WASHINGTON, July 8, 2015 – In a status report for the Ninth Circuit Court of Appeals, EPA indicated it will consider further restrictions on a commonly used insecticide known as chlorpyrifos, which is used to protect a number of agricultural crops, including soybeans, wheat, alfalfa, citrus and peanuts.

Pesticide Action Network North America and the Natural Resources Defense Council petitioned EPA in 2007 to suspend all chlorpyrifos tolerances and cancel all chlorpyrifos registrations. Since then, EPA has denied seven counts of the petition and noted that it couldn’t offer a final response to the petition because it was still completing its assessment of the insecticide.

More recently, the court required the agency to provide an update on how it intends to respond to the remainder of the petition.

EPA states in its response that it will publish a proposed rule by April 2016 to “revoke all chlorpyrifos tolerances to address drinking water exposure concerns in small sensitive watersheds throughout the country.” However, the agency said it must still evaluate new scientific data submitted during a comment period that closed in April.

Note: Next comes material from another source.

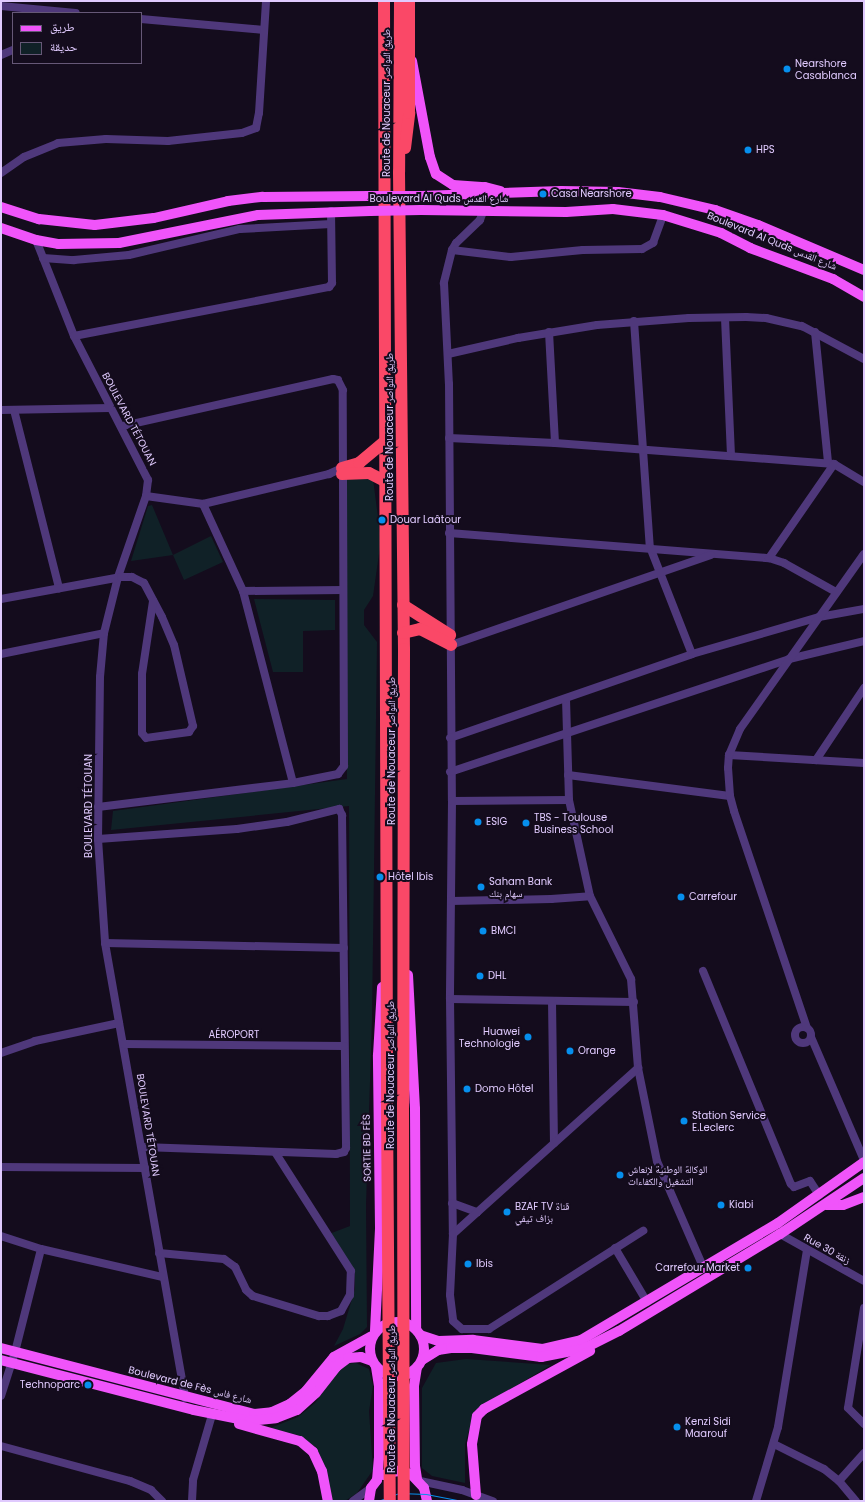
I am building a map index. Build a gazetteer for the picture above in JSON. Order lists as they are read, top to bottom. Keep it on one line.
{"streets":{"highway":["Route de Nouaceur طريق النواصر"],"main road":["Boulevard Al Quds شارع القدس","SORTIE BD FÈS","Boulevard de Fès شارع فاس"],"street":["BOULEVARD TÉTOUAN","AÉROPORT","Rue 30 زنقة"]},"crossings":[["Route de Nouaceur طريق النواصر","SORTIE BD FÈS"],["Boulevard Al Quds شارع القدس","BOULEVARD TÉTOUAN"],["BOULEVARD TÉTOUAN","AÉROPORT"],["BOULEVARD TÉTOUAN","Boulevard de Fès شارع فاس"],["SORTIE BD FÈS","Boulevard de Fès شارع فاس"]],"places":["Nearshore Casablanca","HPS","Casa Nearshore","Douar Laâtour","ESIG","TBS - Toulouse Business School","Hôtel Ibis","Saham Bank سهام بنك","Carrefour","BMCI","DHL","Huawei Technologie","Orange","Domo Hôtel","Station Service E.Leclerc","الوكالة الوطنية لإنعاش التشغيل والكفاءات","Kiabi","BZAF TV قناة بزاف تيفي","Ibis","Carrefour Market","Technoparc","Kenzi Sidi Maarouf"],"legend":["طريق","حديقة"]}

“In making its announcement, EPA is discussing a hypothetical outcome relating to a regulatory proposal that has not yet been made,” noted Garry Hamlin, a spokesman for Dow AgroSciences, which produces the Lorsban and Govern brands of the insecticide.

Chlorpyrifos was first registered as an insecticide in 1965 and the EPA re-registered it in 2006. It is applied to about 8.5 million crop acres in the U.S. every year.

Products containing chlorpyrifos have been on the market for more than 40 years and the chemical is registered in nearly 100 countries for use on more than 50 different crops against damage caused by a wide range of insect pests.

In its report, Hamlin said, EPA told the court that it would cancel all tolerances of the chemical this coming April, “unless the agency decided not to…based on how they saw things once they completed their chlorpyrifos assessment.”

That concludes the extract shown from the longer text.